As the construction rages on and more people become frustrated with its invasion, it is a true test of one’s patience to keep from complaining. But it is also important to remember there are a number of workers laboring hours on end to ensure the job gets done.
And like all human beings, these workers deserve respect. The campus community cannot take for granted those who are layering bricks to make sure the campus has beautiful buildings. Such respect encompasses more than simply making comments about performing hard work or smiling at them in passing.
TCU students can be proud to say the university noticed this fact.
I recently walked by the Milton Daniel Hall construction site and noticed the workers eating lunches they brought to the site. For some reason, at that moment I felt guilty. I wondered if the workers had been offered meals at Market Square. I became angry because I believed they were eating sack lunches because they did not have any other choice.
About a week later, when I was eating at Market Square, I walked by a manager. I suddenly stopped, remembering the workers eating from brown bags and mini coolers. I faced the manager and asked if workers were allowed to eat there. I was somewhat shocked to hear him say, “Yes, anytime.”

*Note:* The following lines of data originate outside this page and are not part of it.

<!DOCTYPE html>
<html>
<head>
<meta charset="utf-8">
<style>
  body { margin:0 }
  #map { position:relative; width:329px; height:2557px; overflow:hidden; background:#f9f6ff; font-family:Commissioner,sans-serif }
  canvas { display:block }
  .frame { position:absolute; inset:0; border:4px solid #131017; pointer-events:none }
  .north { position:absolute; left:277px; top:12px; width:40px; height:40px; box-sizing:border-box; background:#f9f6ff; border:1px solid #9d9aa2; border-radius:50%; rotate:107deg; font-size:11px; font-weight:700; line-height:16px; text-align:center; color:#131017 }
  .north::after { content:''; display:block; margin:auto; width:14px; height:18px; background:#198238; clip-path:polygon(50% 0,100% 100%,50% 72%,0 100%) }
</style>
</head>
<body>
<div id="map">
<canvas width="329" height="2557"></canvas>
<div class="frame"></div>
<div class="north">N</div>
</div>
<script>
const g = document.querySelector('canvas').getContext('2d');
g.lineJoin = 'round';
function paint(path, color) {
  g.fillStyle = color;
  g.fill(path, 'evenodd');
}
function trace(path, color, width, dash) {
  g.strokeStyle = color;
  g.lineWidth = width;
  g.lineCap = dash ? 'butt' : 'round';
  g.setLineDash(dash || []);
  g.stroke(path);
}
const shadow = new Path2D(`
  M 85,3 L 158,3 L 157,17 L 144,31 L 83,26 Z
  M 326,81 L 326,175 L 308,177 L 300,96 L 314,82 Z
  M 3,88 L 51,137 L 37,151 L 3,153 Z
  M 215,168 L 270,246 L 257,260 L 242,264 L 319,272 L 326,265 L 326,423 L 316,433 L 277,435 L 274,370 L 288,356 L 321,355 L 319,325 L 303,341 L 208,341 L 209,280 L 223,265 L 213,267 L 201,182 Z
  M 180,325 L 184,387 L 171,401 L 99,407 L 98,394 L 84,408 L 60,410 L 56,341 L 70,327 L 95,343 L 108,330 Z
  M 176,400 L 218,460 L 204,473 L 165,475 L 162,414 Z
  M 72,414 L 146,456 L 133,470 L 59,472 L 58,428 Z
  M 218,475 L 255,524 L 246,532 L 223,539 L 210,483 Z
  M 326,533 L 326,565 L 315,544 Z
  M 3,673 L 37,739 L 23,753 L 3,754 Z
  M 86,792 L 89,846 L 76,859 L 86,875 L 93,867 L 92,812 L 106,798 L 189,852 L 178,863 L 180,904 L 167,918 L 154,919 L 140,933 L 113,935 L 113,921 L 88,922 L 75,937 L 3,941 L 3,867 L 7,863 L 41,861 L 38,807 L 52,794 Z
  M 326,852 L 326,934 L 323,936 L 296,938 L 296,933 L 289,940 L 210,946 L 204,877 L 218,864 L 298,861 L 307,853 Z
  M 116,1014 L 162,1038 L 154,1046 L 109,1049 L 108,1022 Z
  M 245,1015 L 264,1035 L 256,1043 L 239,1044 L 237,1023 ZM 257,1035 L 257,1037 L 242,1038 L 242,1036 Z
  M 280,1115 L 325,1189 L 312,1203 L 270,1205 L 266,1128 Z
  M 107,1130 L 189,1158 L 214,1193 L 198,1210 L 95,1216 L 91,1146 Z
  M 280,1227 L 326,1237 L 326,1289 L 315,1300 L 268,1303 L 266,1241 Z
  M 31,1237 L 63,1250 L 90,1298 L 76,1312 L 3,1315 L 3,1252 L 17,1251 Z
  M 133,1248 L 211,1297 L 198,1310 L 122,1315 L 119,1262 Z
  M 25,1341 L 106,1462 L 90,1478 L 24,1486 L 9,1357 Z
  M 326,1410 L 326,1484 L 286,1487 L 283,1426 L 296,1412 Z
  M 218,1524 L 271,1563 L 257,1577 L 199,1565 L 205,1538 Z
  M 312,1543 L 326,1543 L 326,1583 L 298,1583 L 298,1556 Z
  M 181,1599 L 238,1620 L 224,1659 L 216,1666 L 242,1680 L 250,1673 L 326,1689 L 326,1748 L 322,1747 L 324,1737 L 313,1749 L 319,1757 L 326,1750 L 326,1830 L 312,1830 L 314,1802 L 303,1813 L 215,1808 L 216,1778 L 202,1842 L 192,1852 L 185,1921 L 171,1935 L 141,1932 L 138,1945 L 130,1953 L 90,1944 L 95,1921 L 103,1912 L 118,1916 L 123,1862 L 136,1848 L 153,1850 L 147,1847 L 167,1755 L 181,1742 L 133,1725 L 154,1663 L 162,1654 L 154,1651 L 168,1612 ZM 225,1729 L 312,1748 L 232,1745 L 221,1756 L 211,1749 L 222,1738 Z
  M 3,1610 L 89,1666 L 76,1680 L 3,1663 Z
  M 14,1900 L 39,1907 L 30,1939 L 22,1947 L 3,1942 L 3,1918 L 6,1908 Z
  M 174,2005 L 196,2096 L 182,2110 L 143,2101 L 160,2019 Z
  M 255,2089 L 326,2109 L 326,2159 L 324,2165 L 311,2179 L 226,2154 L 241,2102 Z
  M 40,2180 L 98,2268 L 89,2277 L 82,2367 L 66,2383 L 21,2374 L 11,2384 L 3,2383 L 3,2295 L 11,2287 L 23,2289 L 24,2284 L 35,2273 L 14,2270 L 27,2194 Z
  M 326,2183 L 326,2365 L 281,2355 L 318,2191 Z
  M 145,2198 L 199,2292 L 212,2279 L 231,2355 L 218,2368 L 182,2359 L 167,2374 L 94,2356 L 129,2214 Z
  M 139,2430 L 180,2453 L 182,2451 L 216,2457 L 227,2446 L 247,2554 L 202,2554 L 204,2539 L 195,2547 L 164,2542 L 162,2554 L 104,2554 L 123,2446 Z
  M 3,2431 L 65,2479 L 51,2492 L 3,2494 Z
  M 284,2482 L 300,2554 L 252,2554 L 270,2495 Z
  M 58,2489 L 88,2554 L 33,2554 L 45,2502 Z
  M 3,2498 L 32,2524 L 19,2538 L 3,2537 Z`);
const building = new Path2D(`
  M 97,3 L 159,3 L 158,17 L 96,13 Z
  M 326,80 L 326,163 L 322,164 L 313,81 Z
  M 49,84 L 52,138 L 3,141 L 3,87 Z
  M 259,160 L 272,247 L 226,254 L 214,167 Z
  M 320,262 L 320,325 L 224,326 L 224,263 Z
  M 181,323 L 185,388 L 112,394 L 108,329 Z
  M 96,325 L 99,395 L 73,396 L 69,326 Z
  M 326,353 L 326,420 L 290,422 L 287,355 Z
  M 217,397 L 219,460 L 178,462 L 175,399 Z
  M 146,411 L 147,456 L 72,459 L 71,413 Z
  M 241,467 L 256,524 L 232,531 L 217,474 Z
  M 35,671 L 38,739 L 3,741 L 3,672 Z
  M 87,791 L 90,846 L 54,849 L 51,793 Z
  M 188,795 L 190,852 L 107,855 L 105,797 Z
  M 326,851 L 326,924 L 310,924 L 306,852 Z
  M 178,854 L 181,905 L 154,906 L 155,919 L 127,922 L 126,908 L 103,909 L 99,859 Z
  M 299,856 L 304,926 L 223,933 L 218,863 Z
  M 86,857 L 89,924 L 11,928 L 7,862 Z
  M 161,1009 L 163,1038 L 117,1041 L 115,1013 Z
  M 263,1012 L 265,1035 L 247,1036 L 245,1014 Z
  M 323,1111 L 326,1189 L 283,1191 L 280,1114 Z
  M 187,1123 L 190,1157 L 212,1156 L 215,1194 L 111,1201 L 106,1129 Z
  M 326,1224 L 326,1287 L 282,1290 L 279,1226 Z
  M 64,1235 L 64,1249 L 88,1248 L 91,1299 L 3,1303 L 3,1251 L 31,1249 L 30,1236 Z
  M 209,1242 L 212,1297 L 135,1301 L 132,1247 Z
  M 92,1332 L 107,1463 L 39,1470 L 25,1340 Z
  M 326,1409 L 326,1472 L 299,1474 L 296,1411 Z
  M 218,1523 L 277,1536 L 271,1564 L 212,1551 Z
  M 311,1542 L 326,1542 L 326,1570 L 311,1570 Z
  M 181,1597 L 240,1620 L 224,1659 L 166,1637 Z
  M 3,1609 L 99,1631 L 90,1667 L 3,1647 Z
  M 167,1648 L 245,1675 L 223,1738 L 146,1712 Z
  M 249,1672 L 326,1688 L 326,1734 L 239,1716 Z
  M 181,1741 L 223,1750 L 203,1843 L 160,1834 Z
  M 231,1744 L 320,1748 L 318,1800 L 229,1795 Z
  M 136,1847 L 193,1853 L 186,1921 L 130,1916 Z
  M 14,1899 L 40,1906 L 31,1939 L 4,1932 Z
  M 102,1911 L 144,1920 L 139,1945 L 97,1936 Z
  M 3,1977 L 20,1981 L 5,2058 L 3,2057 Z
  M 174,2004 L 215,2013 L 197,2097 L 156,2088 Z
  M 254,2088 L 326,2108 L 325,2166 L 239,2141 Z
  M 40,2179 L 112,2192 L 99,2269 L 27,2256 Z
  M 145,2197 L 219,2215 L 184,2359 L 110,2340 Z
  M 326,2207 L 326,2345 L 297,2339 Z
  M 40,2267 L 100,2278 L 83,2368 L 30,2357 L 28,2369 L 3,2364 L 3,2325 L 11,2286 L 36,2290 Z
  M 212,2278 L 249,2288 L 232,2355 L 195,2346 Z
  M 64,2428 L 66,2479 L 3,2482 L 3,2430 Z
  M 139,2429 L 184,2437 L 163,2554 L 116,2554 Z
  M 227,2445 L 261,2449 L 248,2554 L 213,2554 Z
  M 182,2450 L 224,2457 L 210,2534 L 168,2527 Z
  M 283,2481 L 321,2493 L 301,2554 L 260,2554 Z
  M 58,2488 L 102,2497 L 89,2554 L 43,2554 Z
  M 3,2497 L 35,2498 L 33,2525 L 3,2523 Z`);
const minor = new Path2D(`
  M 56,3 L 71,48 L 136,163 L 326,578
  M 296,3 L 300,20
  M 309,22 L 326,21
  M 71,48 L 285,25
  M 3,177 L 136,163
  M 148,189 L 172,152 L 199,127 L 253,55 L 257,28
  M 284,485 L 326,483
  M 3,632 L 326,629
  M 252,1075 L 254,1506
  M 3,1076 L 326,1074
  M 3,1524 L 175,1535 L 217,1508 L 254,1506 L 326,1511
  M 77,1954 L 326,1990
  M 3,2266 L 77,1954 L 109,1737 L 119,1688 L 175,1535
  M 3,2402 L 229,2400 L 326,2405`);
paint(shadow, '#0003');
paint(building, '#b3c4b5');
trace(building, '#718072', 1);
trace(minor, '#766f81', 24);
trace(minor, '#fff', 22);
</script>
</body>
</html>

Those two words pretty much made my week. My point of view changed from disgruntlement to pride.
I go to a college that is for the people, I thought to myself – cheesy, I know. Such ethical euphoria is one that more college students should have, especially TCU students.
Like any university, TCU has its issues and the campus community is given the right to voice its disdain. But if students were to focus on the positives, which are numerous, before the negatives, they would see what kind of school they attend.
Before students want to criticize TCU for its faults, they need to focus on positive aspects like the fact that the university opens its doors to the workers who work tirelessly to make TCU’s campus beautiful.
Furthermore, students need to remember that those workers endured the recently erratic Fort Worth weather and deserve credit. Classes are stressful and college is busy, but students should take a break to admire the amount of labor these workers put forth.
TCU respects them for the work they do by offering them a meal at Market Square. Students can express their gratitude by at least letting the workers know they are appreciated. Something like, “Thank you for all you do,” is all it takes. It is not awkward to be polite, especially if the person deserves it. As a student at a school like TCU, there is little reason not to be polite.
Wyatt Kanyer is a sophomore news-editorial journalism major from Yakima, Wash.